***** Exercise data
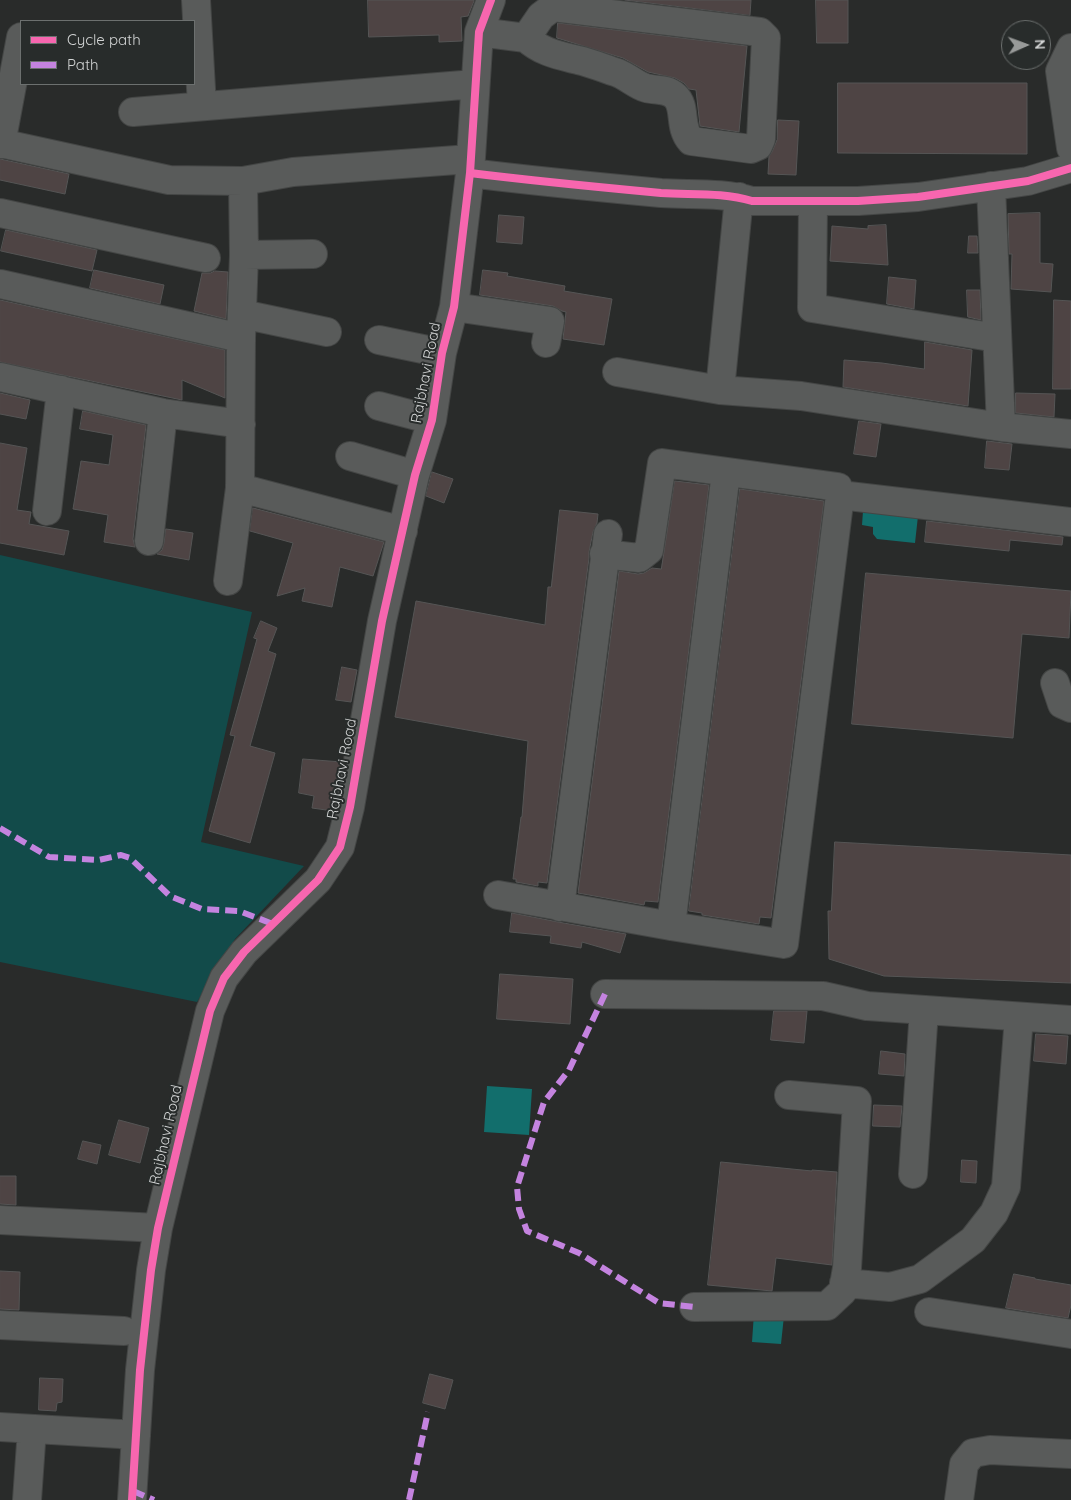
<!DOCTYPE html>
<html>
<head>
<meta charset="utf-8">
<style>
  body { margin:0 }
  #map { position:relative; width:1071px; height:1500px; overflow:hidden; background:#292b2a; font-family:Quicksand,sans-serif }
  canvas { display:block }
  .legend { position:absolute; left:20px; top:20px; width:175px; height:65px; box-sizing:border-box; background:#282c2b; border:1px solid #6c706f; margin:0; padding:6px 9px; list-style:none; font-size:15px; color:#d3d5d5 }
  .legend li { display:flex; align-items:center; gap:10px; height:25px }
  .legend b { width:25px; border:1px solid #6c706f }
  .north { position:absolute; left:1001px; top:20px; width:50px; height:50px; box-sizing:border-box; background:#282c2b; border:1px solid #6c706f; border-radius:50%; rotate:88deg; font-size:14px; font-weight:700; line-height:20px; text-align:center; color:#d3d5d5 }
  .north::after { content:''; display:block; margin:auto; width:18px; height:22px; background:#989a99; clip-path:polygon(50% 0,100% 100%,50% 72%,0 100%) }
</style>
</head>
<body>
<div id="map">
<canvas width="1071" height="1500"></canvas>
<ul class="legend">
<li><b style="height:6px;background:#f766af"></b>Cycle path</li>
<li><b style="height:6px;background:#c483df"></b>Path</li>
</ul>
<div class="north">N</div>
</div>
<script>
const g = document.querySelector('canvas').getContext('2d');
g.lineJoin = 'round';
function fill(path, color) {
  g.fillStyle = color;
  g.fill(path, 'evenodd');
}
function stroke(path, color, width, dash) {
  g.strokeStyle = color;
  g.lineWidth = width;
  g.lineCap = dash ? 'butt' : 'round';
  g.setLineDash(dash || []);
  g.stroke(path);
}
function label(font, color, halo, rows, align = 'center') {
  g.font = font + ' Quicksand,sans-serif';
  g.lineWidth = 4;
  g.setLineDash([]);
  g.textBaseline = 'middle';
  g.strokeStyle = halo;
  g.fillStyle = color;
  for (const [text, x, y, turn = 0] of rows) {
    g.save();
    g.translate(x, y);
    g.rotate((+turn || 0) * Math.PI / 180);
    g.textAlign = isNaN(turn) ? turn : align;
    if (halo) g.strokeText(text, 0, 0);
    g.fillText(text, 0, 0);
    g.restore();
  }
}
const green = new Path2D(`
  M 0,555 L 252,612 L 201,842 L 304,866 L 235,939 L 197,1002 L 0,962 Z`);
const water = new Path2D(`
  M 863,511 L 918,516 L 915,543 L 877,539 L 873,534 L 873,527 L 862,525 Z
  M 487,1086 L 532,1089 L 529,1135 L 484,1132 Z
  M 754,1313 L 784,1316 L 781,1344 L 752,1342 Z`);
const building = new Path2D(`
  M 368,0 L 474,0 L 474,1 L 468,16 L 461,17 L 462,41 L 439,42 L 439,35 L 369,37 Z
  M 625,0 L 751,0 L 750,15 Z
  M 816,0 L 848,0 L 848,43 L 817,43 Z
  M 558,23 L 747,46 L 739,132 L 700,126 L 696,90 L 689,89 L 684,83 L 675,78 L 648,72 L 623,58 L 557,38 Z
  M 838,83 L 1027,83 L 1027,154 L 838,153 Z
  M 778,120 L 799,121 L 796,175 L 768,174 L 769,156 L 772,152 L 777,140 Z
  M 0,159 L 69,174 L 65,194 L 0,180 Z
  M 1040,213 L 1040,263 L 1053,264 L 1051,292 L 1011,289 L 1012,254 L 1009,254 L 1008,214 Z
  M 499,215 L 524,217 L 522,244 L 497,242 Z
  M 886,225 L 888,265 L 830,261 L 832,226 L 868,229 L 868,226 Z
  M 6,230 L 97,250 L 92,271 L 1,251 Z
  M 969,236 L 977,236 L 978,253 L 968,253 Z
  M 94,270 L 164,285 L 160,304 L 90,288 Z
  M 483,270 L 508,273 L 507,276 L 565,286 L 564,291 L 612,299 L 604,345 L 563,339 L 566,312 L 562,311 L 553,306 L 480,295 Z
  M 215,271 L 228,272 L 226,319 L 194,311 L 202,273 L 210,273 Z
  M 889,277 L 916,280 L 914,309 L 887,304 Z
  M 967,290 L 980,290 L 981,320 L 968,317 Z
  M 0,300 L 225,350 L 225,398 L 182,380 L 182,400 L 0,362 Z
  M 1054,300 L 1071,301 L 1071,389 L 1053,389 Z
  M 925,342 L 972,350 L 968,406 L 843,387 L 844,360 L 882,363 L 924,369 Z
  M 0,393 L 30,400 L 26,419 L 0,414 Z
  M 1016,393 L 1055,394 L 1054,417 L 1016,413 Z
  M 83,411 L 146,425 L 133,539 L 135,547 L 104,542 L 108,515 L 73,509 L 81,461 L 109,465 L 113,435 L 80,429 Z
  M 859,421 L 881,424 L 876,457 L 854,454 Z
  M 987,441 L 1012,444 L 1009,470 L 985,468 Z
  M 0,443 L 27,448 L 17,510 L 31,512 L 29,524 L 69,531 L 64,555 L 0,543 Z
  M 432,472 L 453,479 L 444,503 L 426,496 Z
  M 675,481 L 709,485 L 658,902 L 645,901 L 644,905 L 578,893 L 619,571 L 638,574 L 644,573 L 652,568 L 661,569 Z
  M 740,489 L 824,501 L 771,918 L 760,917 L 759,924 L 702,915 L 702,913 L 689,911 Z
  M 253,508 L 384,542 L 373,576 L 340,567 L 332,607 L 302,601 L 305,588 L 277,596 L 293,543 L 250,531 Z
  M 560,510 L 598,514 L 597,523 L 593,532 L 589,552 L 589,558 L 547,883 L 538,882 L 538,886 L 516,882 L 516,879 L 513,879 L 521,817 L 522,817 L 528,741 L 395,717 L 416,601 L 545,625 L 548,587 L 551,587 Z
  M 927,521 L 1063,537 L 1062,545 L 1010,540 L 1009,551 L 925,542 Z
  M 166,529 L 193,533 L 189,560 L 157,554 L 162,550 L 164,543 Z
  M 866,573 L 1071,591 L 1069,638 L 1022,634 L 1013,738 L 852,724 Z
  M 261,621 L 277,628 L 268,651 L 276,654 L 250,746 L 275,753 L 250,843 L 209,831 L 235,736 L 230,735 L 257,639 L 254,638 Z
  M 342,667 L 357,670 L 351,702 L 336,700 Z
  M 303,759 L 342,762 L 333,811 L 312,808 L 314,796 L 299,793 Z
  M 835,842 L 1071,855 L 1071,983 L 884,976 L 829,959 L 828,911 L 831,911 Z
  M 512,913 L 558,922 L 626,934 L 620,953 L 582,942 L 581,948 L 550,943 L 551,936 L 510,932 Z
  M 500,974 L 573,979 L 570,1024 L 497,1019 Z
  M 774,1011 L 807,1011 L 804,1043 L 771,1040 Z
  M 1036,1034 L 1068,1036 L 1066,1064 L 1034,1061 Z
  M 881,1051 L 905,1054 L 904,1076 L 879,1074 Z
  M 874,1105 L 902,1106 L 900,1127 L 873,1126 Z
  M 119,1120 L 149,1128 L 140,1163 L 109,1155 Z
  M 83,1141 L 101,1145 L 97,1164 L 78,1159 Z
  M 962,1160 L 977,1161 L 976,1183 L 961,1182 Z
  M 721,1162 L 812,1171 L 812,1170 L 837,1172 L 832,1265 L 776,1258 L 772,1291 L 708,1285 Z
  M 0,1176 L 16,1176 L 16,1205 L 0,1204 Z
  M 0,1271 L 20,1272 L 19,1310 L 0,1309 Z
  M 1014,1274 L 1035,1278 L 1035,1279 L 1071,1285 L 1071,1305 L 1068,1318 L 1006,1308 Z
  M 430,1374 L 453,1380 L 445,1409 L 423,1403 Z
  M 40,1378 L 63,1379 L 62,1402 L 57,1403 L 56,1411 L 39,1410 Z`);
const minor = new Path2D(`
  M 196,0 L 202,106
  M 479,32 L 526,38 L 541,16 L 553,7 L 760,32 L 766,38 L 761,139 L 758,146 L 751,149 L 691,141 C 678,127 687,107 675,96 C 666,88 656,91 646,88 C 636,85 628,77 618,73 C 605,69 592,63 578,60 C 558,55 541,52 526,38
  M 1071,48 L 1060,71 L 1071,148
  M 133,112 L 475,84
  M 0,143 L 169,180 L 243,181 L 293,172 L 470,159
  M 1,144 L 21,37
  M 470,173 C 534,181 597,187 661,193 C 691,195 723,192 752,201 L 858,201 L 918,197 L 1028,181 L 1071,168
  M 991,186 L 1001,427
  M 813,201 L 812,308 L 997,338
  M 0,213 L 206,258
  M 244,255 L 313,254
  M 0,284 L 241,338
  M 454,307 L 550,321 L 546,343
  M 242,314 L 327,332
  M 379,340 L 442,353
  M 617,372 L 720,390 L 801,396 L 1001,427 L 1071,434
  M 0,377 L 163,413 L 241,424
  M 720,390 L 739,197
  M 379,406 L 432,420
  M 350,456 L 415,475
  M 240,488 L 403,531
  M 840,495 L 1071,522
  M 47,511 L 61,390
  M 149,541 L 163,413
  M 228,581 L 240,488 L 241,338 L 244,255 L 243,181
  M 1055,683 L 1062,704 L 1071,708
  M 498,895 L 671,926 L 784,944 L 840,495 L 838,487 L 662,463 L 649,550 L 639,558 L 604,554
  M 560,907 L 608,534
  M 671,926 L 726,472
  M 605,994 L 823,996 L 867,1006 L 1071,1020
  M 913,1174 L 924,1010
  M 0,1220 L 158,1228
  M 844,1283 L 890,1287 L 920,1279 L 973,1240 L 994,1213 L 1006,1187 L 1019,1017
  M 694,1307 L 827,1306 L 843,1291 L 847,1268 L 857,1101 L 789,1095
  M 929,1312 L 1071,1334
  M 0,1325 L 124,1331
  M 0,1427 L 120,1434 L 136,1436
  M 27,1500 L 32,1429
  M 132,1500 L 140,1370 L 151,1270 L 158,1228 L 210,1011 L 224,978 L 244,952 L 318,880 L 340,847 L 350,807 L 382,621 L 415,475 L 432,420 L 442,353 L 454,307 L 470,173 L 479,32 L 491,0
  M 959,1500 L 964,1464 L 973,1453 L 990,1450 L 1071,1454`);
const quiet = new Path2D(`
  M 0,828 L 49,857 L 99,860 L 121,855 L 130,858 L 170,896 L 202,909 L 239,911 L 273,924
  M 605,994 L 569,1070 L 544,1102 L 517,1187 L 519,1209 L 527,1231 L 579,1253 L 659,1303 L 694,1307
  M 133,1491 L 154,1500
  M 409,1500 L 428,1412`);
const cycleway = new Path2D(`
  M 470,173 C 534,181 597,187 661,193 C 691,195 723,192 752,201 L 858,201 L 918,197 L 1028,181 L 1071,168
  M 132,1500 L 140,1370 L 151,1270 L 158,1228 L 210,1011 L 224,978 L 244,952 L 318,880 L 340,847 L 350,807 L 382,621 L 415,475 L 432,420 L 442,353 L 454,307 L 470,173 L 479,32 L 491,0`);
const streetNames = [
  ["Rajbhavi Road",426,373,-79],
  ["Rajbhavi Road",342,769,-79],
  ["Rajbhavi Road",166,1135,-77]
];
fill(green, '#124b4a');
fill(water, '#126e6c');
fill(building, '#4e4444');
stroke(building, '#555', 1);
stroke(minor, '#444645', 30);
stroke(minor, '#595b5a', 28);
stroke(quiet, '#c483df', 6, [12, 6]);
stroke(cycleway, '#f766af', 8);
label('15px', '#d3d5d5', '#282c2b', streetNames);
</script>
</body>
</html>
**********
Activity
If the string "canvas" appears in a line of the entries, report the line.

Result for this task
  canvas { display:block }
<canvas width="1071" height="1500"></canvas>
const g = document.querySelector('canvas').getContext('2d');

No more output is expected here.